La sceneggiatura di Amenábar ambienta dunque la storia nel 1990, in una piccola comunità del Midwest. Qui il detective Bruce Kenner (Ethan Hawke) si ritrova a indagare su un caso che vede vittima la giovane Angela (Emma Watson), che accusa il padre John Gray (David Dencik) di un fatto gravissimo. Il problema è che l’uomo ammette la sua colpa pur senza averne il minimo ricordo. Kenner si farà dunque affiancare nelle indagini dal Dottor Rainer (David Thewlis), psicologo che cercherà di far rivivere a Gray e agli altri familiari quanto dimenticato, sfruttando la pratica della terapia regressiva.
Il Male è intorno a noi, covato anche in luoghi impensabili, sembra avvisarci o ricordarci Amenábar. Un Male visto con un nemico comune, tanto da portare scienza e religione a collaborare per debellarlo. Sfruttando, per sua stessa ammissione, i cliché dei generi di riferimento, il regista indaga non tanto il mistero al centro della storia, quanto i meccanismi e la complessità della mente, della memoria, della Paura stessa, rendendo il Diavolo evocato dai rimandi ai culti satanici non tanto un’entità esterna, quanto un nemico interiore legato alla psicologia di ognuno, sempre a rischio di sfociare in psicosi collettiva.
Promesse mancate.
Seguendo le indagini del sicuro e ferreo detective Kenner, lo spettatore viene coinvolto a sua volta in un’atmosfera paranoica che non può che portare a domandarsi dove sia l’inghippo predisposto da Amenábar.
Sia per il meccanismo stesso del film (che fa capire subito che le cose non sono come sembrano, e che porta il protagonista a diventare vittima delle sue stesse indagini), sia prendendo spunto dalla lezione di pellicole precedenti del regista spagnolo, si rimane in attesa di quel plot twist, di quello scacco narrativo nei confronti dell’osservatore, che rimescolerà le carte in tavola e le aspettative fino a quel momento covate. Peccato che questa soluzione finale non sia potente come i presupposti avrebbero fatto sperare. Il problema di Regression è infatti quello di evocare continuamente un clima di minaccia e pericolo, per poi non instillarlo davvero, ma anzi annientandolo per impartire una lezioncina allo spettatore sulla quale non ci soffermeremo onde evitare spoiler. “Giochetto” anche interessante sulla carta, per una tematica forse involontariamente tragicamente attuale, ma che lascia con un senso di insoddisfazione per le attese deluse (più cinematograficamente parlando).
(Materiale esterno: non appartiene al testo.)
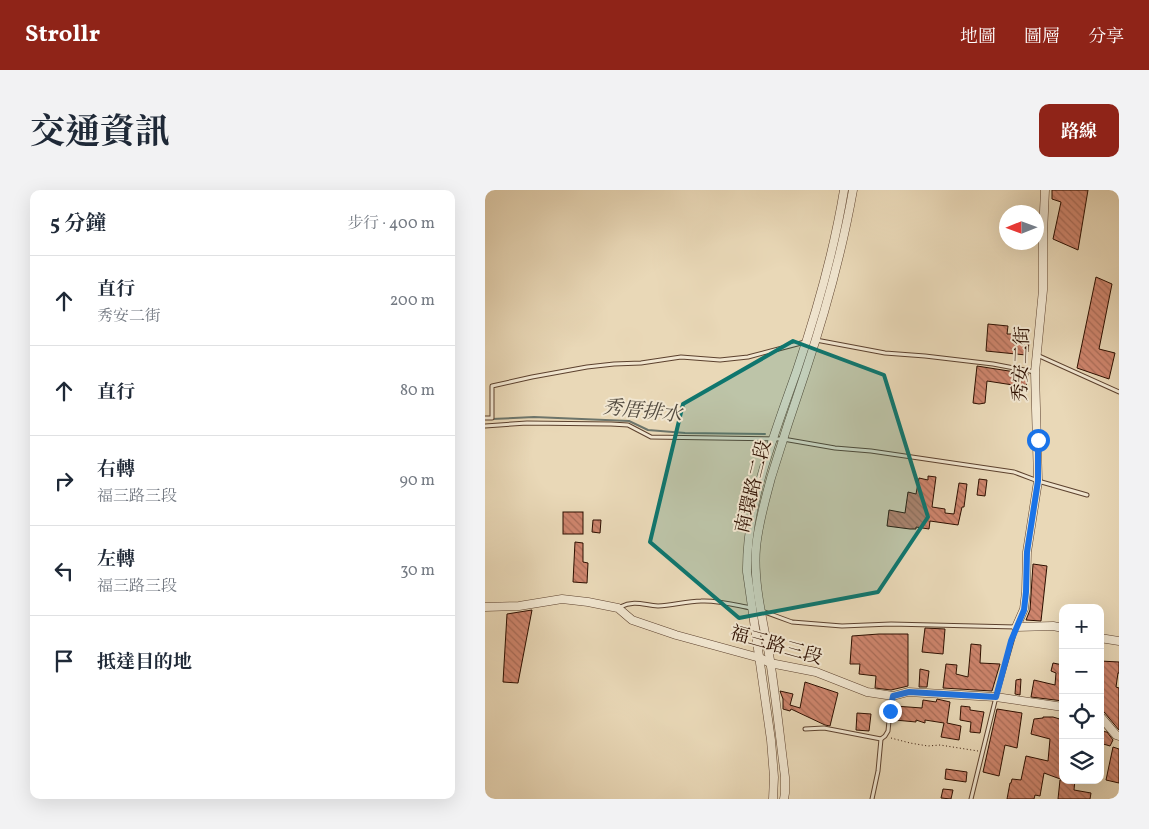 <!DOCTYPE html>
<html lang="zh-TW">
<head>
<meta charset="utf-8">
<style>
  :root { --surface:#fff; --page:#f2f2f3; --text:#1f2937; --muted:#747a83; --line:#e0e1e3; --accent:#8f2418 }
  body { margin:0; font-family:Vollkorn,"Noto Serif TC",serif; background:var(--page); color:var(--text) }
  .controls { position:absolute; right:15px; bottom:15px; display:grid; overflow:hidden; border-radius:10px; box-shadow:0 5px 20px #0002 }
  .controls button { width:45px; height:45px; display:grid; place-items:center; padding:0; border:0; border-bottom:1px solid var(--line); background:var(--surface); color:var(--text); font:25px sans-serif }
  .compass { position:absolute; left:514px; top:15px; width:45px; height:45px; border-radius:50%; background:var(--surface); box-shadow:0 5px 20px #0002; rotate:269deg }
  .stop { position:absolute; width:15px; height:15px; margin:-11px; border:4px solid #1a73e8; border-radius:50%; background:#fff }
  .stop.end { background:#1a73e8; border-color:#fff; box-shadow:0 1px 5px #0008 }
  .list { margin:0; padding:0; list-style:none }
  h2 { display:flex; justify-content:space-between; align-items:center; height:65px; margin:0; padding:0 20px; font-size:21px }
  h2 small { font-size:16px; font-weight:400; color:var(--muted) }
  .list li { display:grid; grid-template-columns:32px 1fr auto; gap:15px; align-items:center; box-sizing:border-box; height:90px; padding:0 20px; border-top:1px solid var(--line) }
  .list b { display:block; font-size:19px; white-space:nowrap }
  .list p { margin:0; font-size:16px; white-space:nowrap; color:var(--muted) }
  .list em { font-size:16px; font-style:normal; color:var(--muted) }
  .icon { flex:none; width:28px; height:28px; fill:none; stroke:currentColor; stroke-width:2; stroke-linecap:round; stroke-linejoin:round }
  .map { position:relative; flex:none; width:634px; height:609px; overflow:hidden; border-radius:10px }
  header { display:flex; align-items:center; gap:30px; box-sizing:border-box; height:70px; padding:0 25px; background:var(--accent); color:#fff }
  header strong { font-size:24px }
  nav { display:flex; gap:28px; margin-inline-start:auto; font-size:18px }
  .intro { display:flex; align-items:center; justify-content:space-between; box-sizing:border-box; height:120px; padding:0 30px }
  h1 { margin:0; font-size:35px }
  .button { padding:12px 22px; border-radius:10px; background:var(--accent); color:#fff; font-size:18px; font-weight:700 }
  main { display:flex; gap:30px; padding:0 30px }
  aside { flex:1; background:var(--surface); border-radius:10px; box-shadow:0 5px 20px #0002 }
  .map>svg:first-child { display:block }
</style>
</head>
<body>
<header>
<strong>Strollr</strong>
<nav><a>地圖</a><a>圖層</a><a>分享</a></nav>
</header>
<div class="intro"><h1>交通資訊</h1><a class="button">路線</a></div>
<main>
<aside>
<h2>5 分鐘<small>步行 · 400 m</small></h2>
<ul class="list">
<li><svg class="icon" aria-label="ahead" viewBox="0 0 24 24"><path d="M12 20V5M6 11l6-6 6 6"/></svg><div><b>直行</b><p>秀安二街</p></div><em>200 m</em></li>
<li><svg class="icon" aria-label="ahead" viewBox="0 0 24 24"><path d="M12 20V5M6 11l6-6 6 6"/></svg><div><b>直行</b></div><em>80 m</em></li>
<li><svg class="icon" aria-label="right" viewBox="0 0 24 24"><path d="M7 20v-9h11M14 6l5 5-5 5"/></svg><div><b>右轉</b><p>福三路三段</p></div><em>90 m</em></li>
<li><svg class="icon" aria-label="left" viewBox="0 0 24 24"><path d="M17 20v-9H6M10 6l-5 5 5 5"/></svg><div><b>左轉</b><p>福三路三段</p></div><em>30 m</em></li>
<li><svg class="icon" aria-label="arrive" viewBox="0 0 24 24"><path d="M6 21V4h12l-3 4 3 4H6"/></svg><div><b>抵達目的地</b></div></li>
</ul>
</aside>
<div class="map">
<svg width="634" height="609" viewBox="0 0 634 609">
  <defs>
    <pattern id="building-back-hatch" width="6" height="6" patternUnits="userSpaceOnUse" patternTransform="scale(1.25)"><rect width="6" height="6" fill="#ce856d"/><path d="M-1 5l2 2M0 0l6 6M5-1l2 2" fill="none" stroke="#a86b57"/></pattern>
  </defs>
  <rect width="100%" height="100%" fill="#e9d8b7"/>
  <filter id="stains"><feTurbulence type="fractalNoise" baseFrequency=".004" numOctaves="4"/><feColorMatrix values="0 0 0 0 .2 0 0 0 0 .09 0 0 0 0 .02 0 0 0 .5 -.17"/></filter>
  <radialGradient id="worn" r=".72"><stop offset=".6" stop-color="#630" stop-opacity="0"/><stop offset="1" stop-color="#630" stop-opacity=".3"/></radialGradient>
  <g fill="none" stroke-linecap="round" stroke-linejoin="round">
    <path stroke="#6d756b" stroke-width="2" d="M7 229 49 227 144 231 163 240 200 243 280 244"/>
  </g>
  <g fill="url(#building-back-hatch)" stroke="#2d0f00">
    <path d="M567 0H603L593 60 568 49 576 12 567 9Z"/>
    <path d="M611 87 627 94 614 159 630 163 624 189 592 178Z"/>
    <path d="M503 134 523 136 522 144H528V150L544 152 543 162H541V165L501 161Z"/>
    <path d="M492 176 543 184 541 197 502 191 500 213 494 214 488 213Z"/>
    <path d="M443 286 451 287 447 317 460 319V323L469 324 474 293 482 294 479 317H477L473 335 445 331 444 339 431 337V339H425L402 336 404 320 420 323 423 302 431 304 434 288 443 290Z"/>
    <path d="M494 289 502 290 500 306 492 305Z"/>
    <rect x="78" y="322" width="20" height="22"/>
    <path d="M108 330H116L115 343 107 342Z"/>
    <path d="M90 352 98 353V372L103 373 102 393 88 392Z"/>
    <path d="M548 374 562 376 556 431 541 430 545 420Z"/>
    <path d="M47 420 33 493 18 492 22 424Z"/>
    <path d="M440 438 460 439 458 464 437 462Z"/>
    <path d="M394 444H423V496L406 500 390 498 391 486 374 484 375 474H365L367 446Z"/>
    <path d="M486 454 496 455 495 473 515 474 507 501 458 498 461 474 472 475 471 484 483 487Z"/>
    <path d="M615 471 634 472V483H633L631 497 634 498V540L619 522 615 520Z"/>
    <path d="M568 473 578 475V511L546 507 549 490 570 495 571 483 566 481Z"/>
    <path d="M435 479 444 481 442 497H434Z"/>
    <path d="M536 489 535 505 530 504 531 490Z"/>
    <path d="M320 492 353 503 345 536 340 535 306 519 305 521 298 519V509L295 501 308 504 305 515 315 518Z"/>
    <path d="M452 509 465 512 462 533 476 536 474 550 456 547 459 533 440 530V533L431 530V532L410 530V516L437 518 438 510 451 512Z"/>
    <path d="M476 516 485 517V520L499 522 495 543 485 542 486 532 475 530Z"/>
    <path d="M512 519 537 523 532 558 520 555 514 586 498 582Z"/>
    <path d="M372 523 386 524 384 541 371 540Z"/>
    <path d="M558 527H568L578 530V590H590L589 600 606 603 605 609H573L575 590H578L559 583 555 606 550 605 549 609H522L525 593H526L527 589 536 590 541 566 563 571 565 549 546 544 549 529 558 528Z"/>
    <path d="M615 541 622 542 628 550 625 556 615 553Z"/>
    <path d="M628 557 634 559V593L621 590Z"/>
    <path d="M461 579 482 582 481 592 460 589Z"/>
    <path d="M458 599 468 600 466 609 456 608Z"/>
  </g>
  <g fill="none" stroke-linecap="round" stroke-linejoin="round">
    <g stroke="#5c412e" stroke-width="5">
      <g id="service">
        <path d="M331 150 400 163 440 166 508 174 550 182"/>
        <path d="M552 165 634 202"/>
        <path d="M0 228H7V196L47 187 102 177 129 174 156 173 196 167 235 170 263 167 320 152"/>
        <path d="M0 236 42 233 126 234 143 235 166 247 298 249 350 258 386 261 529 282 553 291 602 305"/>
        <path d="M135 417C150 410 158 415 173 416 187 416 201 411 216 411 233 410 250 415 266 418"/>
        <path d="M277 421 307 432 357 436 406 434 531 437 511 507 486 609"/>
        <path d="M320 539 339 538 396 549 400 546 403 541 405 521 408 506"/>
        <path d="M387 609 393 581 396 549"/>
      </g>
    </g>
    <g stroke="#5c412e" stroke-width="9">
      <g id="tertiary">
        <path d="M560 0 558 43V100L550 182 553 291 542 362 541 402 539 419 531 437 568 436 578 438"/>
        <path d="M0 417 34 416 77 409 103 412 133 418 147 430 191 445 275 468 285 473 331 482 382 502 408 506 423 502 511 507 578 517"/>
        <path d="M615 448 634 451"/>
        <path d="M615 526 631 545 634 546"/>
        <path d="M288 609 289 587 286 550 262 382C261 314 290 243 312 180 332 121 349 61 359 0"/>
        <path d="M299 609 300 603V587C295 548 291 509 285 470 279 435 268 394 271 358 273 334 280 311 286 288 297 252 308 218 320 183 340 123 357 62 368 0"/>
      </g>
    </g>
    <path stroke="#2d0f00" stroke-width="1" stroke-dasharray="1 2.5" stroke-linecap="butt" d="M406 548 425 553 443 556 455 555 493 561"/>
    <use href="#service" stroke="#f1e6d0" stroke-width="3"/>
    <use href="#tertiary" stroke="#f1e6d0" stroke-width="8"/>
  </g>
  <g fill="none" stroke-linecap="round" stroke-linejoin="round">
    <path stroke="#1a73e8" stroke-width="6" d="M405 521 408 506 424 502 511 507 526 451 539 420 541 402 542 362 553 291V250"/>
  </g>
  <path fill="#0f766e" fill-opacity="0.2" stroke="#0f766e" stroke-width="4" stroke-linejoin="round" d="M308 151 399 185 443 327 393 402 254 428 165 352 198 214Z"/>
  <g text-anchor="middle" dominant-baseline="central" stroke-width="4" stroke-linejoin="round" paint-order="stroke">
    <g font-size="19" fill="#2d0f00" stroke="#f1e6d0">
      <text transform="translate(537 174) rotate(-88)">秀安二街</text>
      <text transform="translate(269 297) rotate(-76)">南環路二段</text>
      <text transform="translate(291 456) rotate(16)">福三路三段</text>
    </g>
    <g font-size="20" font-style="italic" fill="#524a3f" stroke="#f1e6d0">
      <text transform="translate(157 222) rotate(6)">秀厝排水</text>
    </g>
  </g>
  <rect width="100%" height="100%" filter="url(#stains)"/>
  <rect width="100%" height="100%" fill="url(#worn)"/>
</svg>
<div class="controls">
<button>+</button>
<button>−</button>
<button><svg class="icon" aria-label="locate" viewBox="0 0 24 24"><circle cx="12" cy="12" r="6"/><path d="M12 2v4M12 18v4M2 12h4M18 12h4"/></svg></button>
<button><svg class="icon" aria-label="layers" viewBox="0 0 24 24"><path d="M12 4l9 5-9 5-9-5zM3 14l9 5 9-5"/></svg></button>
</div>
<svg class="compass" viewBox="-18 -18 36 36"><path d="M0-13l5 13h-10z" fill="#e53935"/><path d="M0 13l5-13h-10z" fill="#747a83"/></svg>
<div class="stop" style="left:553px;top:250px"></div>
<div class="stop end" style="left:405px;top:521px"></div>
</div>
</main>
</body>
</html>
Ci si aspettava di più, ci aspettava di meglio da Regression visto il talento di Amenábar, che pure con il suo film ci ricorda come troppo spesso siamo noi stessi a crearci i nostri demoni, che vanno ad alimentare quell’immane senso di colpa che si portano dietro i nostri tempi.
Regression sarà nelle sale italiane dal 3 dicembre distribuito da Lucky Red.